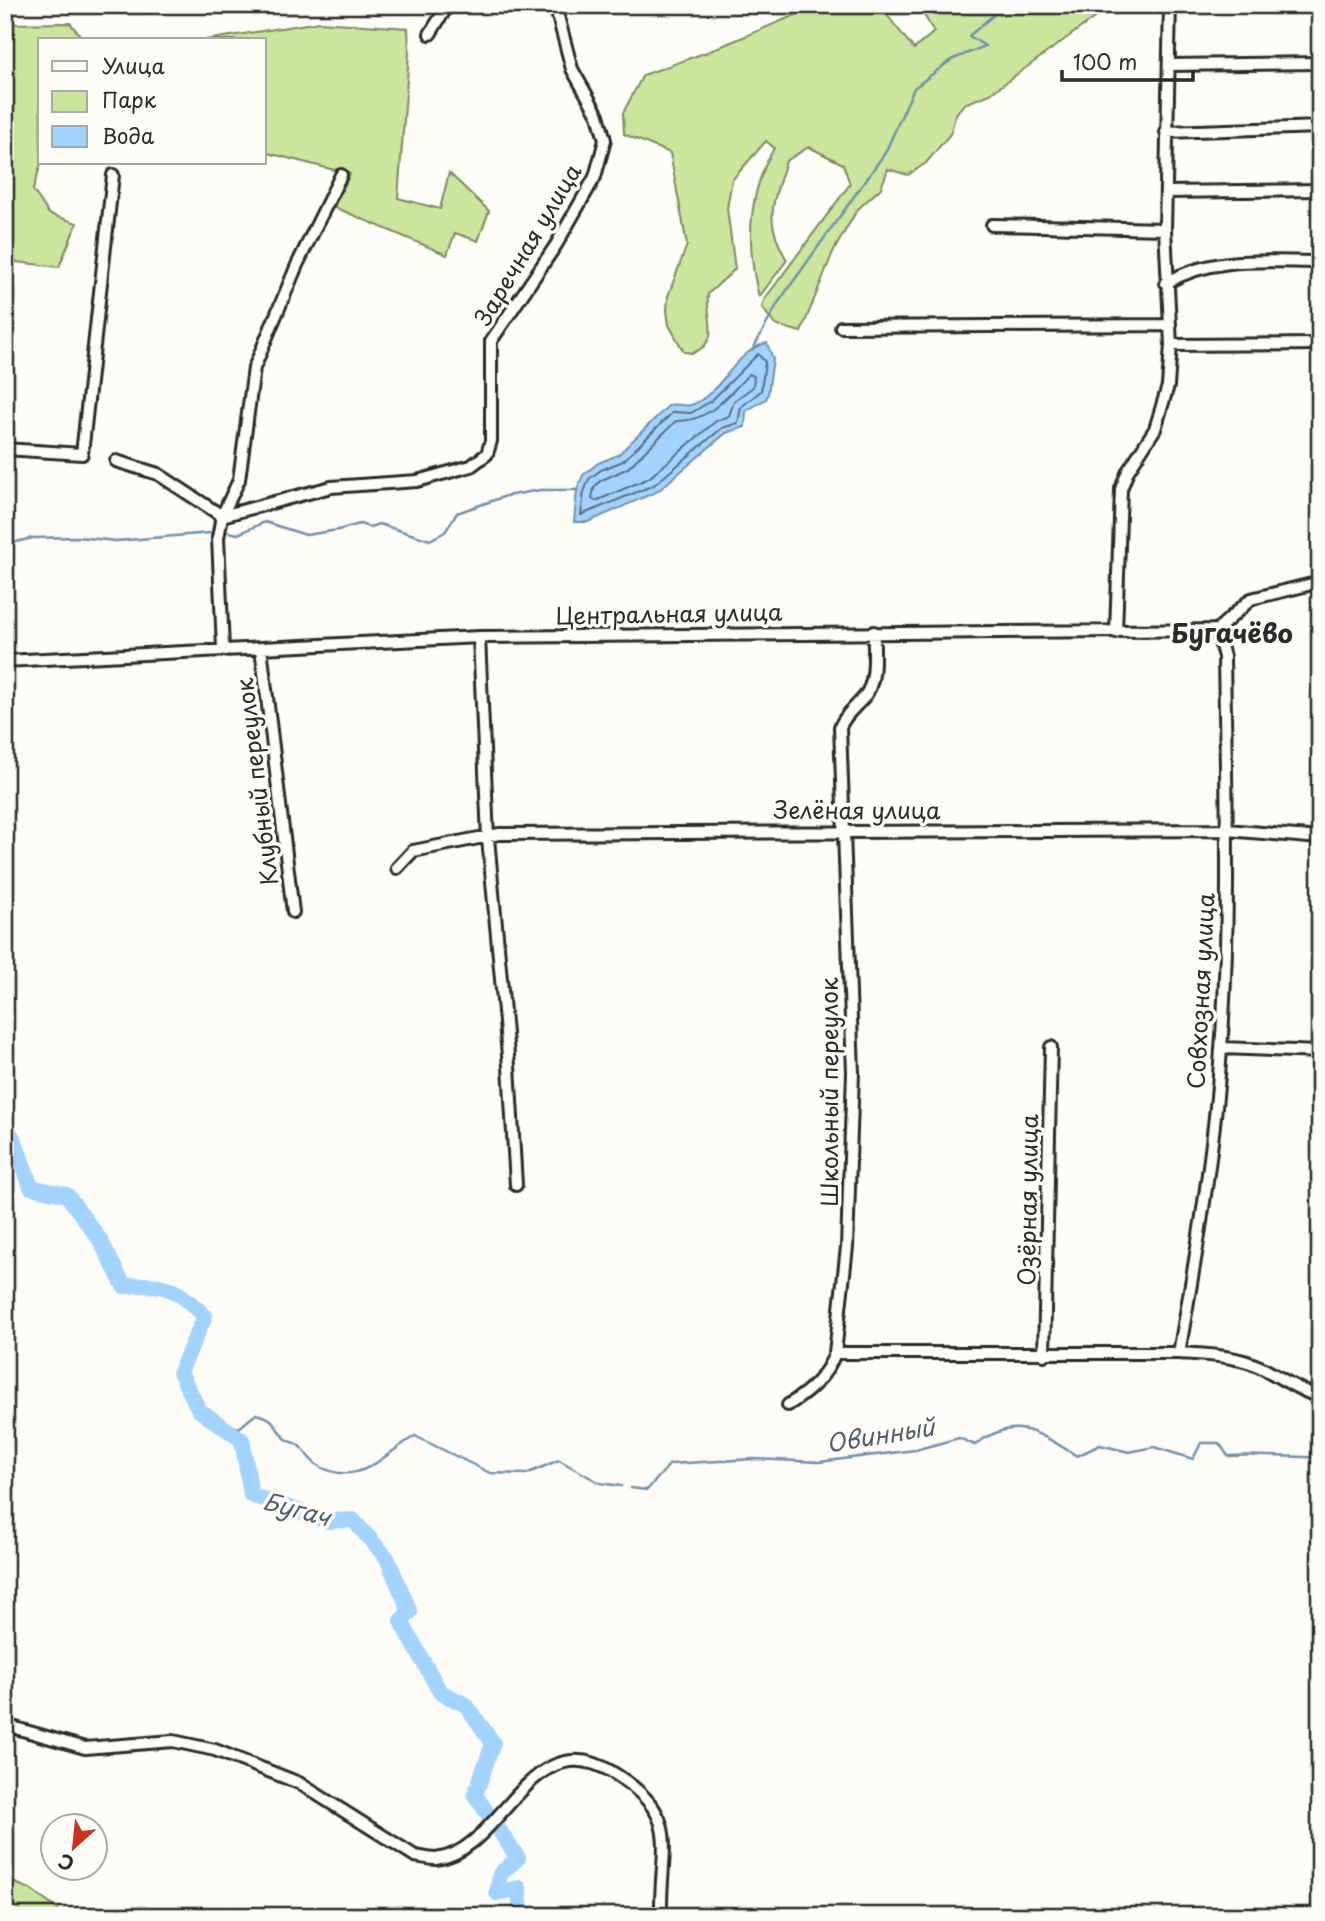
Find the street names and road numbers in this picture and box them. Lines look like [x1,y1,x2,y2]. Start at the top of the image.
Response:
street label: Заречная улица [465,156,589,332]
street label: Центральная улица [555,594,783,632]
street label: Клубный переулок [226,676,286,888]
street label: Зелёная улица [774,792,941,827]
street label: Совхозная улица [1177,891,1223,1090]
street label: Школьный переулок [811,977,846,1207]
street label: Озёрная улица [1008,1113,1046,1286]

▶ **Work instruction**
The answer must be the full listing, restated word for word, with no pictures in it.

▶ **Response box**
Find the street names and road numbers in this picture and box them. Lines look like [x1,y1,x2,y2]. Start at the top of the image.
Response:
street label: Заречная улица [465,156,589,332]
street label: Центральная улица [555,594,783,632]
street label: Клубный переулок [226,676,286,888]
street label: Зелёная улица [774,792,941,827]
street label: Совхозная улица [1177,891,1223,1090]
street label: Школьный переулок [811,977,846,1207]
street label: Озёрная улица [1008,1113,1046,1286]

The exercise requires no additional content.